Linear coefficients are the most straight forward to interpret. We will look at the variable “view” as an example. The coefficient here is 2.425e+04 (or 24,260). Since both view and price are linear coefficients, a one unit increase in view would increase price by \$24,260. Pretty straightforward!

4. Log Coefficients

Log coefficients are slightly more complex to analyze. For example, the variable sqft_living was log transformed. As a result, this has to be interpreted differently: a one percent increase in sqft_living will increase price by the value of the coefficient, divided by 100. The coefficient is 7.924e+04 (or more easily read as 79,240), so a 1% increase in sqft_living will increase price by 79,240/100 = \$792.

5. Interpret Dummies

Interpreting dummies requires a different approach. Recall that, when a continuous variable is transformed to a dummy variable, one dummy variable must be dropped in order to avoid the dummy variable problem of collinearity. The dataset used to build the regression above was from King County, and each dummy represents a different city. In this model, “Seattle” was dropped to avoid the dummy variable trap. So, the coefficients on the remaining dummies, and thus the remaining cities, are all in relation to the impact Seattle has on price.

For example, the coefficient on City_Bellevue (the area where Bill Gates lives!) is 4.732e+04, or \$47,320. So, if a home is located in Bellevue, the impact on price, compared to a home in Seattle, would be an increase of \$47,320.

6. Interpret Interactions

Lastly, we will learn how to interpret interaction terms. There are two interaction terms in this regression example: sqft_living*floors and sqft_living*bathrooms. These interactions show us that the impact of sqft_living on price differs for different values of floors and for different values of bathrooms.

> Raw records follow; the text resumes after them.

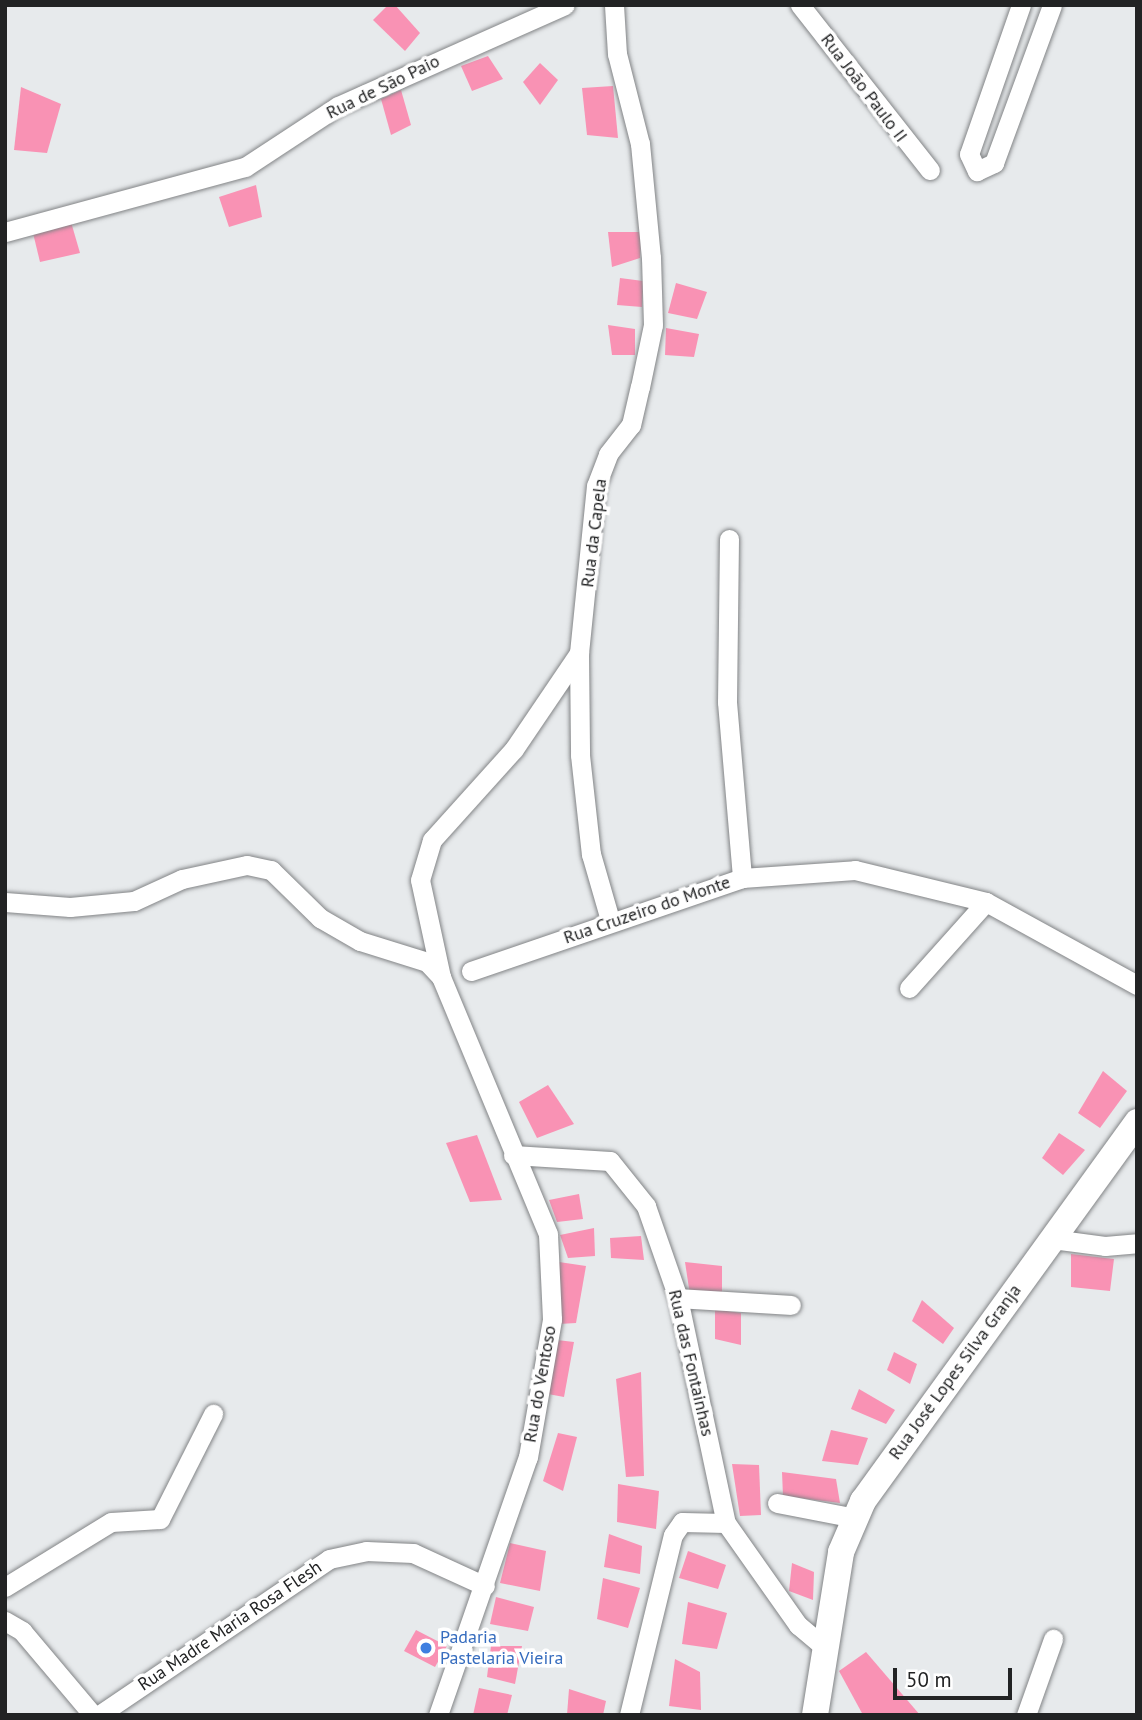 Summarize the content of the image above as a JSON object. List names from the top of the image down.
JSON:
{
  "streets": {
    "main road": ["Rua José Lopes Silva Granja"],
    "street": [
      "Rua de São Paio",
      "Rua João Paulo II",
      "Rua da Capela",
      "Rua Cruzeiro do Monte",
      "Rua das Fontainhas",
      "Rua do Ventoso",
      "Rua Madre Maria Rosa Flesh"
    ]
  },
  "crossings": [
    ["Rua da Capela", "Rua do Ventoso"],
    ["Rua das Fontainhas", "Rua José Lopes Silva Granja"],
    ["Rua das Fontainhas", "Rua do Ventoso"],
    ["Rua do Ventoso", "Rua Madre Maria Rosa Flesh"]
  ],
  "places": ["Padaria Pastelaria Vieira"],
  "scale_bar": "50 m"
}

If we look at sqft_living*floors, the coefficient is 7.38e+04 or \$73,800. This means that, as floors increase by one unit, the impact of sqft_living on price will increase by \$73,800.

If we look at sqft_living*bathrooms, the coefficient is 1.476e+04 or \$14,760. This means that, as bathrooms increase by one unit, the impact of sqft_living on price will increase by \$14,760.

Conclusion

There are various types of coefficients that can be included in a regression model and it is important that careful attention is drawn towards analyzing them correctly. Whether an X-variable is linear, log, interaction or dummied will impact how its coefficient relates to an impact on the Y-value.

This post should have given you a solid foundation on regression analysis, but there are many more types of X-Y relationships to explore. For more detail on how to interpret further relationships, take a look at the following link.

Good luck on your future regression models — I hope this helped you on your road to becoming a Data Scientist!